__What the exercise asks__:
In the entries below, some lines hold the string "linejoin"; please say how many, giving the number and nothing else.

(Data extracted from a collection)

○ ○ ○ ○

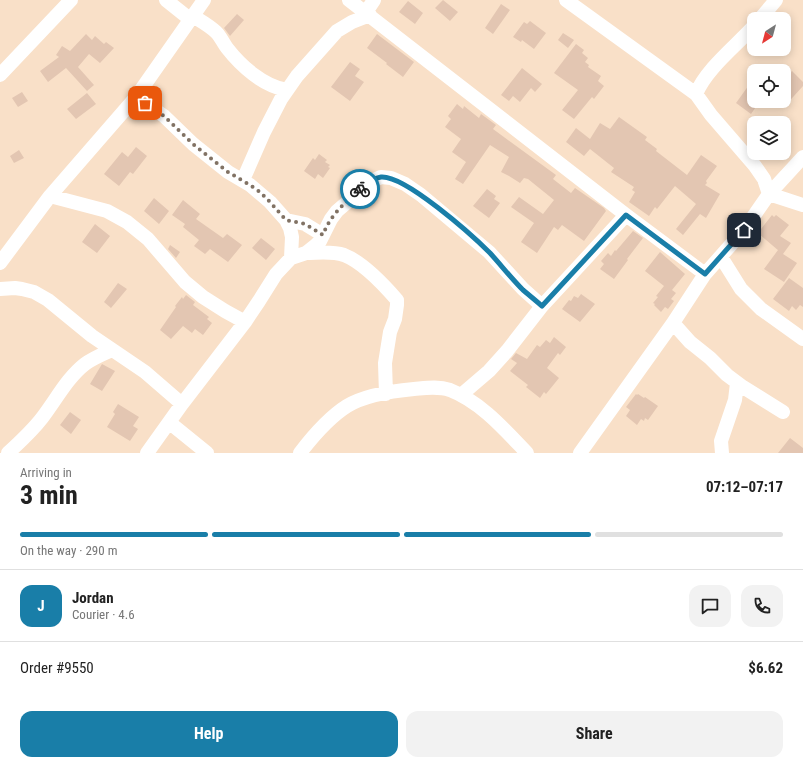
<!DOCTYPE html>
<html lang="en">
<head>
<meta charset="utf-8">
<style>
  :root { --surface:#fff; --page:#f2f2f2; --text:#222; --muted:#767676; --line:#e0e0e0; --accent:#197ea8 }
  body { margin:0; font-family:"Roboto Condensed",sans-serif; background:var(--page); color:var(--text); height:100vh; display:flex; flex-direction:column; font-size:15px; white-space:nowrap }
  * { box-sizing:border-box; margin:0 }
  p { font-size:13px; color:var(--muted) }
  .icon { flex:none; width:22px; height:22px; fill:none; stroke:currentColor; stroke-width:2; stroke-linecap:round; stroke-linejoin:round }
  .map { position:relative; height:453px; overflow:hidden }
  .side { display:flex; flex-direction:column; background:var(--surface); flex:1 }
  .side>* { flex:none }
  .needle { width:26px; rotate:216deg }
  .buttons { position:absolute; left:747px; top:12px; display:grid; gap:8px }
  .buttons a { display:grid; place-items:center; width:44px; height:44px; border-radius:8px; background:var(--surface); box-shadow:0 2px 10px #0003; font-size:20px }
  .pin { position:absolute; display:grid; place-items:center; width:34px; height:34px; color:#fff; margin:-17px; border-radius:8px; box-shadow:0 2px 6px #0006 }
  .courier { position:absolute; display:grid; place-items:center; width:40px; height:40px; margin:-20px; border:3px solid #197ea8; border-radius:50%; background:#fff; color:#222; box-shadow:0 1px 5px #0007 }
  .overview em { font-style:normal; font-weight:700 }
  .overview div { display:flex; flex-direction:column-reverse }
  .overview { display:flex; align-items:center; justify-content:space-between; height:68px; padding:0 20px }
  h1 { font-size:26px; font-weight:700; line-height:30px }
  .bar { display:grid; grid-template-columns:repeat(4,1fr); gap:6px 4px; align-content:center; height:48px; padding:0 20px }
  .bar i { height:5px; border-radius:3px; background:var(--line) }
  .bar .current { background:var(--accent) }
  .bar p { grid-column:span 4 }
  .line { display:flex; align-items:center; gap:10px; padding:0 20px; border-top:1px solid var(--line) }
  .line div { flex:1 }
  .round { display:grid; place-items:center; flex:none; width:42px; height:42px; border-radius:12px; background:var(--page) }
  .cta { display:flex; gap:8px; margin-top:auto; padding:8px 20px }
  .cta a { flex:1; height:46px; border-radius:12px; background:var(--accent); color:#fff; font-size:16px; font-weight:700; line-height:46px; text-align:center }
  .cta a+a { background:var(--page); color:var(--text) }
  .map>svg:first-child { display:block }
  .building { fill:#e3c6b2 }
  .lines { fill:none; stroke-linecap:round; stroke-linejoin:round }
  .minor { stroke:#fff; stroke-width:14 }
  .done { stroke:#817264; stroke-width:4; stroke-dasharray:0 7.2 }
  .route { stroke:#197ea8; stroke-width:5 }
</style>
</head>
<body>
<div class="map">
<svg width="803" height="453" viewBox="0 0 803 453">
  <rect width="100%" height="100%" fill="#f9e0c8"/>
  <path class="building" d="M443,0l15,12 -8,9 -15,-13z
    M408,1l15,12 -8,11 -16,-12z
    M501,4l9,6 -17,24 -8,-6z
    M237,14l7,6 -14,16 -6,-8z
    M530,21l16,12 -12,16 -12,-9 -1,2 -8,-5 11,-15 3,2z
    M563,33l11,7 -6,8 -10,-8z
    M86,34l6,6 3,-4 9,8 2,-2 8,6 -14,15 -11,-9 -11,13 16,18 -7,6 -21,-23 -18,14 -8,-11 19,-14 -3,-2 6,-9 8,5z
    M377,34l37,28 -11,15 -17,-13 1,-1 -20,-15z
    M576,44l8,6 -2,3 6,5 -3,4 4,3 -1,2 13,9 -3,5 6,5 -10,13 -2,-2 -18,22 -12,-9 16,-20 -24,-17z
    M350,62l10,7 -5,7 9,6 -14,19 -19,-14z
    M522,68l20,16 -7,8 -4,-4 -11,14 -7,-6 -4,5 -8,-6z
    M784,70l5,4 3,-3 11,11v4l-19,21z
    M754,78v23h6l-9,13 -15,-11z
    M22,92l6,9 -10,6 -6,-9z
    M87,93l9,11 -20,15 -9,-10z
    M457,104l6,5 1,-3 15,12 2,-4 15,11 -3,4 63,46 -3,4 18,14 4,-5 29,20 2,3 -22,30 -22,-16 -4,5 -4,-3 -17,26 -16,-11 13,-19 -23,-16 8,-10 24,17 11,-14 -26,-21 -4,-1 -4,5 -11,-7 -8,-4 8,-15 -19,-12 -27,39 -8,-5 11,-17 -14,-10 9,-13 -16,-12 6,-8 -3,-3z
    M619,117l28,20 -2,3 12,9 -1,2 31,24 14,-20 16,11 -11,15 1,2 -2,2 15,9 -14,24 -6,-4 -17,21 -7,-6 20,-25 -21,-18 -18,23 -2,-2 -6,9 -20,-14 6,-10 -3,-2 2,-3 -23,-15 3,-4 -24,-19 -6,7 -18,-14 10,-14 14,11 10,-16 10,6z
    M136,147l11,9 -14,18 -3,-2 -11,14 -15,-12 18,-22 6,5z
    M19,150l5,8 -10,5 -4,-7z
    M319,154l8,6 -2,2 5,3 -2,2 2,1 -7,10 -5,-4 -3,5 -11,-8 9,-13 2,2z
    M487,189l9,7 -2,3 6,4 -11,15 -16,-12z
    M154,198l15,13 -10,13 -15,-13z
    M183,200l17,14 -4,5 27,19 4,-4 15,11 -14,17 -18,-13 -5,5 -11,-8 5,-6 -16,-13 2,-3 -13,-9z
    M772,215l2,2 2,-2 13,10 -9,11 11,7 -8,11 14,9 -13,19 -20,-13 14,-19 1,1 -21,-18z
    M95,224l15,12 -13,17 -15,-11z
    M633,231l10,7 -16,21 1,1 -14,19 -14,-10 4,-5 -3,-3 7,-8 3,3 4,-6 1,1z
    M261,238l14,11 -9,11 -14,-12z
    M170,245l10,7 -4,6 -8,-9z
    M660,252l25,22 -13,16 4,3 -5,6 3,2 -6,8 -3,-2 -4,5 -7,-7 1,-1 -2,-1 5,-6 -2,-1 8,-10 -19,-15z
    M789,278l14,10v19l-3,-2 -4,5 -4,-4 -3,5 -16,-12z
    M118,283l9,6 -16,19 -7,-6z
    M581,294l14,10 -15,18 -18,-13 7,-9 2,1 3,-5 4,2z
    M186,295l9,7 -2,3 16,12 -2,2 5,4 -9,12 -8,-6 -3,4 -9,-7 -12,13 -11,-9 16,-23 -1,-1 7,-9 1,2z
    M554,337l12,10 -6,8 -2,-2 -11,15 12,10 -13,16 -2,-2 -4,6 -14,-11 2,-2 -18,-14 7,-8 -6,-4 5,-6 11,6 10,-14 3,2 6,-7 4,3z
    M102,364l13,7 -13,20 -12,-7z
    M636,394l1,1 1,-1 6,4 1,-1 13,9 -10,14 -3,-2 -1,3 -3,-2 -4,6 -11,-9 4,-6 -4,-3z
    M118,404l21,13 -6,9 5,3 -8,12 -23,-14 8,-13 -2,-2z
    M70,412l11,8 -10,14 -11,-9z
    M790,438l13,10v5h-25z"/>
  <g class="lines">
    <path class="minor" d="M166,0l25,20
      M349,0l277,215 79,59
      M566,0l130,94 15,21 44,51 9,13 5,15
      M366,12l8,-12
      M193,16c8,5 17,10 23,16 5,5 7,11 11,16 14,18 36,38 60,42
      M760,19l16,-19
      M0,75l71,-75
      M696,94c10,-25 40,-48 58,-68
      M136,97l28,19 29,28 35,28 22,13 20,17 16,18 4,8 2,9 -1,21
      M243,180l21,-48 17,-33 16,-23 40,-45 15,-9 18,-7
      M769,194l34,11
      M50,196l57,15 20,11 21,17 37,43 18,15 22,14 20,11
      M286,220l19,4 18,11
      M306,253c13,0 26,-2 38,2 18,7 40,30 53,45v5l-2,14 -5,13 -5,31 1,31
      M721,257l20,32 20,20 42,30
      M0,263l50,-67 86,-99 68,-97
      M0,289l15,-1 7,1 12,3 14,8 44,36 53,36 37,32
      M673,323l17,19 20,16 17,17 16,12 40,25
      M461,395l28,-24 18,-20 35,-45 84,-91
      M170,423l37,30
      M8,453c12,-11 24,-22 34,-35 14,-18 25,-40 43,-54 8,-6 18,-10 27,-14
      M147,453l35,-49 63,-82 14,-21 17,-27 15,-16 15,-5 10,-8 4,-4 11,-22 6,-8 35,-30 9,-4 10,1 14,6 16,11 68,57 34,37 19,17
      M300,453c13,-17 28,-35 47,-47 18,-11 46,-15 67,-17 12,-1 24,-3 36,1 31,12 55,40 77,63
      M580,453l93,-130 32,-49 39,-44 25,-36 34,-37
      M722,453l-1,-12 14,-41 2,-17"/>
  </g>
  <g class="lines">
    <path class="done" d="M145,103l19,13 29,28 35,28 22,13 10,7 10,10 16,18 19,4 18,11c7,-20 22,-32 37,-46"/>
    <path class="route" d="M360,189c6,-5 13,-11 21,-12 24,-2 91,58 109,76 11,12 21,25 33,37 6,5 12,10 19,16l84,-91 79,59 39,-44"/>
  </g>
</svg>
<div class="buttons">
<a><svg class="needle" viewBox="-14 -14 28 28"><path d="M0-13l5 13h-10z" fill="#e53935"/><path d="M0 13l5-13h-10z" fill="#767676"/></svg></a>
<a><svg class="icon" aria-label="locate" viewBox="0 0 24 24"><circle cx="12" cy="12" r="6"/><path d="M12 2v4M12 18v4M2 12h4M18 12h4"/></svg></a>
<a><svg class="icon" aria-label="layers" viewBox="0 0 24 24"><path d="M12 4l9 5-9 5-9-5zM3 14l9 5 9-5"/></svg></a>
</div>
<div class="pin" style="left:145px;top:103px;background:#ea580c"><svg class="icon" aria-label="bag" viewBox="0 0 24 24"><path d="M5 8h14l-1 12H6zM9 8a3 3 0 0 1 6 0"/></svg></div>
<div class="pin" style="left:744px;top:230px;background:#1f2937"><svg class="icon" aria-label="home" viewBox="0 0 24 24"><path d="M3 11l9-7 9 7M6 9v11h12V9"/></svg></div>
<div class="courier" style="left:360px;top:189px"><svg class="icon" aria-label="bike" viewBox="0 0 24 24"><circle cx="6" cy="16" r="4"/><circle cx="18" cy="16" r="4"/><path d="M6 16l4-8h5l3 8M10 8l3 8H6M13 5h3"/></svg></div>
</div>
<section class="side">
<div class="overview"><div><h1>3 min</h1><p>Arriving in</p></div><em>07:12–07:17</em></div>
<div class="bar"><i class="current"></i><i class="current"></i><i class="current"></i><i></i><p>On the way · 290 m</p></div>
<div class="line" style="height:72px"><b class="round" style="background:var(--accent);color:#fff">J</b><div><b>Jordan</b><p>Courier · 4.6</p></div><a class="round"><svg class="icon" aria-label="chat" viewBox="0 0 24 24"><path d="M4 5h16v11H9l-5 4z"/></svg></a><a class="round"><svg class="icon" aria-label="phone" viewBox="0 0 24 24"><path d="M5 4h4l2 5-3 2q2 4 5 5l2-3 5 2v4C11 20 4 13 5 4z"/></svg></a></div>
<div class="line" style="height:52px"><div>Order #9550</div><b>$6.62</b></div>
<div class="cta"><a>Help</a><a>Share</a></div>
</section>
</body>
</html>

○ ○ ○ ○

__Answer to the exercise__:
2